Toddy Mladenov CTO and Co-Founder at Agitare Technologies Inc.

July 18th, 2013

FAST contains the suggested %age depending of the stage:

Paul Travis Multifaceted Online Executor: Product Marketing to Program Mgmt. to Business Development

July 17th, 2013

Three pieces of fodder to add to all the good comments:

* At the end of the day, a small percentage of a successful company is worth more than a big percentage of an unsuccessful company.

* I was going to go higher in order to provide incentive that he/she come aboard to provide more value than 1x/mo.  Might they be helpful on your board of directors, if their value add is sound business judgment and/or industry knowledge?

* I'd look at this in the context of a rough "desired" cap table allocation breakdown (investor pool, employee options pool, directors/advisors, etc).
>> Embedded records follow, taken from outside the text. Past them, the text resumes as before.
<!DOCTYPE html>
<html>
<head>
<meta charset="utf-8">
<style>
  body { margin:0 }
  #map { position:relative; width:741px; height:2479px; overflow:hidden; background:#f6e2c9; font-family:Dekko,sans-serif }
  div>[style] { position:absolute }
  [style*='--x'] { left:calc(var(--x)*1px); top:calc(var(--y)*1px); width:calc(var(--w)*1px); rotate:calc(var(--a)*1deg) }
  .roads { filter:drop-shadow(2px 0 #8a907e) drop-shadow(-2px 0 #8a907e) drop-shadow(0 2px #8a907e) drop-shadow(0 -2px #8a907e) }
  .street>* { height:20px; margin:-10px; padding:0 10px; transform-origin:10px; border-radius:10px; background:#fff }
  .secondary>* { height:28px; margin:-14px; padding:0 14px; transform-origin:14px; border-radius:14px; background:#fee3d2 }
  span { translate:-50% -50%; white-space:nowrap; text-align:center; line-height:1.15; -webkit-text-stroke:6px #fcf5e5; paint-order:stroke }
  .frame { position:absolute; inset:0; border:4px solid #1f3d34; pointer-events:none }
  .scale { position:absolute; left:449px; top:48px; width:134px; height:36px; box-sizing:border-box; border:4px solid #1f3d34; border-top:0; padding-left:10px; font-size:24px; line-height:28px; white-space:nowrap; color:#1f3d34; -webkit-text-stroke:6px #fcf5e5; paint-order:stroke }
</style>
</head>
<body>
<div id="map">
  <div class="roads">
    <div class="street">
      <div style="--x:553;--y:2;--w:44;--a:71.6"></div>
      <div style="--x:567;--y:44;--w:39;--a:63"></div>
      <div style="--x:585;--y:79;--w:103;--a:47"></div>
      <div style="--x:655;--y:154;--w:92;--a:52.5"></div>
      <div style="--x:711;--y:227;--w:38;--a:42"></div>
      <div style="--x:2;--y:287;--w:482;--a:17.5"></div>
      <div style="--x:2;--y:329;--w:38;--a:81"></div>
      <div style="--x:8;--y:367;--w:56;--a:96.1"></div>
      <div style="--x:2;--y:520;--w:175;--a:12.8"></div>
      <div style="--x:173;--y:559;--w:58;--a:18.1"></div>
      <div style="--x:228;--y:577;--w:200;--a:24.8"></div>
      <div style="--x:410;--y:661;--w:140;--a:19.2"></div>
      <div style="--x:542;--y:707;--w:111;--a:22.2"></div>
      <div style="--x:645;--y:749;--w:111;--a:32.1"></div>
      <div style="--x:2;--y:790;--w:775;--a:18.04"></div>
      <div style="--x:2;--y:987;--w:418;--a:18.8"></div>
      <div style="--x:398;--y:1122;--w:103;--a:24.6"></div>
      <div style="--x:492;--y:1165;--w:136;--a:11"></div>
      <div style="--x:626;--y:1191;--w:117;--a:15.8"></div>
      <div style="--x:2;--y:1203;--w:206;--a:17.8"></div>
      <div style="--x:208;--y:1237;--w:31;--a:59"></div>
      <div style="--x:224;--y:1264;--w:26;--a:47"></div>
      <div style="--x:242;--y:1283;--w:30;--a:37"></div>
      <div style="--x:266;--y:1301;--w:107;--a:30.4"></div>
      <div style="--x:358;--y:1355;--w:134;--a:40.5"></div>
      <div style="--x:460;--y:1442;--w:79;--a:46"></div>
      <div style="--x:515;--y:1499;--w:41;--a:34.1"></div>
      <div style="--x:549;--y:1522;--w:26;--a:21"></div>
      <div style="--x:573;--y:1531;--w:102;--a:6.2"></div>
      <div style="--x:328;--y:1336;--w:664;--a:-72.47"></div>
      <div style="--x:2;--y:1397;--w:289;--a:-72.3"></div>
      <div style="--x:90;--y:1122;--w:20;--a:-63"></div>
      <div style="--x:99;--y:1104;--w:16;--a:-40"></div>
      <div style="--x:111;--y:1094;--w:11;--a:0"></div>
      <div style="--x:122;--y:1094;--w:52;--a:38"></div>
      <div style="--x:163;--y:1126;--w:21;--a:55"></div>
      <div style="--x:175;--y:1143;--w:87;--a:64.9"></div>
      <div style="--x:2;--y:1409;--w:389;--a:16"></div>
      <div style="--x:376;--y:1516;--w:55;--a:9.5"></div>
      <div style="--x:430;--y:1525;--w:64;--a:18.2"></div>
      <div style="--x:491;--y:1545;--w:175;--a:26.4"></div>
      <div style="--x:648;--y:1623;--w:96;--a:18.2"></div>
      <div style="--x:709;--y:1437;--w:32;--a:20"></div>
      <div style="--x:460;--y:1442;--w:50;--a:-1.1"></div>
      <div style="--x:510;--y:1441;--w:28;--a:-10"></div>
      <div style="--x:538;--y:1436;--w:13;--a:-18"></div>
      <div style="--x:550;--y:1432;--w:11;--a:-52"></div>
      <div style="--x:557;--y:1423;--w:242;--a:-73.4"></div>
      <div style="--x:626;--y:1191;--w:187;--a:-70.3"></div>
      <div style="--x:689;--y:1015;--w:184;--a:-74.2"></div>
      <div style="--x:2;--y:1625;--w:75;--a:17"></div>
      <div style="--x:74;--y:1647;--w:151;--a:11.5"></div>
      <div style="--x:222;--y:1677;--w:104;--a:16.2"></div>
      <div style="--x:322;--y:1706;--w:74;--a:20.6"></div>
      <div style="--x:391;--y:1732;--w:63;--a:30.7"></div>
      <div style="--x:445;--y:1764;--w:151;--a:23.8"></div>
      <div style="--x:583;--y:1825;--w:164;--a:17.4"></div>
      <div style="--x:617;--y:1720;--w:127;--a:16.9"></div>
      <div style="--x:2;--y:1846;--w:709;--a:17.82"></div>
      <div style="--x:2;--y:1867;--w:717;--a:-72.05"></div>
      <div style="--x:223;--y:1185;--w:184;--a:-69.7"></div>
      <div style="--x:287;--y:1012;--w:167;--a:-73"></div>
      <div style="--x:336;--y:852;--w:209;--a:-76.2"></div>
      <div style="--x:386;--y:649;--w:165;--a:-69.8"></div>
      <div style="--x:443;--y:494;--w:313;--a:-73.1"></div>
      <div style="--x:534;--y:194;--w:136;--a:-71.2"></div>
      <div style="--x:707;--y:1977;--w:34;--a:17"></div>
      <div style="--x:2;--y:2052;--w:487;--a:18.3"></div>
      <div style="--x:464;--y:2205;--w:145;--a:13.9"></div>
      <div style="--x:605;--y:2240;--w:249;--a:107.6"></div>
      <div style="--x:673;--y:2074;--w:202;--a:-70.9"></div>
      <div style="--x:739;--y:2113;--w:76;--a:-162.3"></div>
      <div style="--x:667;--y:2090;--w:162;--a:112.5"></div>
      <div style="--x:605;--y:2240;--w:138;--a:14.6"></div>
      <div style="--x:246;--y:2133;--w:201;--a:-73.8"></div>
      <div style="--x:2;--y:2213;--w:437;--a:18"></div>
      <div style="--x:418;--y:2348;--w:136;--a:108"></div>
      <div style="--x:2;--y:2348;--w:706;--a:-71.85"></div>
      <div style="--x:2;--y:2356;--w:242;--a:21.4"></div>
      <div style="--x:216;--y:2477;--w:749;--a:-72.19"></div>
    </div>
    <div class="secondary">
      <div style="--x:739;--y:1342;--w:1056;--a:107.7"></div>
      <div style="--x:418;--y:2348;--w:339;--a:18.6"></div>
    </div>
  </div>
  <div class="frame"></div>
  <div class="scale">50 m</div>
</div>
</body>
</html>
Joe Hurd Husband. Father. Operator. Advisor. Investor.

July 17th, 2013

0.1 to 0.5 pct (10-50 bp) vested monthly over a 2-3 year term. Sent via smartphone - Pleez excuz mistaks. Blame Siri. +1 650 215 3115


July 18th, 2013

Lee Guertin Editorial Research Manager, Online Analytics

July 18th, 2013

Based on your descriptions I would hesitate to offer equity in this scenario. Why have other "advisors" not been offered equity and why would this one be the exception? From my observations equity is for employees with full time responsibilities and dedicated contribution. I am assuming that all of your advisors bring "value", otherwise they should not be retained and used. All things aside, the frequency of contribution and lack o personal investment alone would exclude it in this case. Especially since you are beyond seed stage... This appears to be more of a retained mentor or a board member. But I am one person. :) hope this helps! Sent from my iPhone

Juston Brommel Growth Strategist & Advisor to CEOs

July 17th, 2013

I've seen .25 - .5% most frequently.

Duane Nickull Chief Marketing Officer, Co-Founder at Cheddar Labs

July 17th, 2013

@paul Travis brings up a very important concept.  

Make the initial offer in a way you have a way to monitor the AB board members' contributions.
Ask them to propose what their commitment is worth and what they expect to be compensated for it.
Ensure that the proposal make sense to you. If I do X, the value of X must be X + <something> to the company.  
Ensure that you have the right to discontinue if at any time they fall below that commitment or some sort of sliding scale.
Make sure you offer the AB member an incentive. If X works, and 10 times X equals ten times the cost, motivate them to do more X.  The more they do X, the more it benefits the company.  make sure it is bottom line.
- ensure that all AB members are properly chosen based on their likely ability to help you.  If XML, get a Tim Bray, if XSLT, get a Ken Holman, if Neo4J, get  Peter Neubauer. 

And last but not least, buy beers for all of us nice successful founders on the list who have helped you ;-)

The Founder dating group may wish to provide some incentive suggestion scale in the event some of us old time founders actually help out the new companies seeking our advice.  I have noticed some very notable names who are helping out here with great ideas based on the accumulation of their life experiences.  There are not many other forums where new companies have access to such individuals.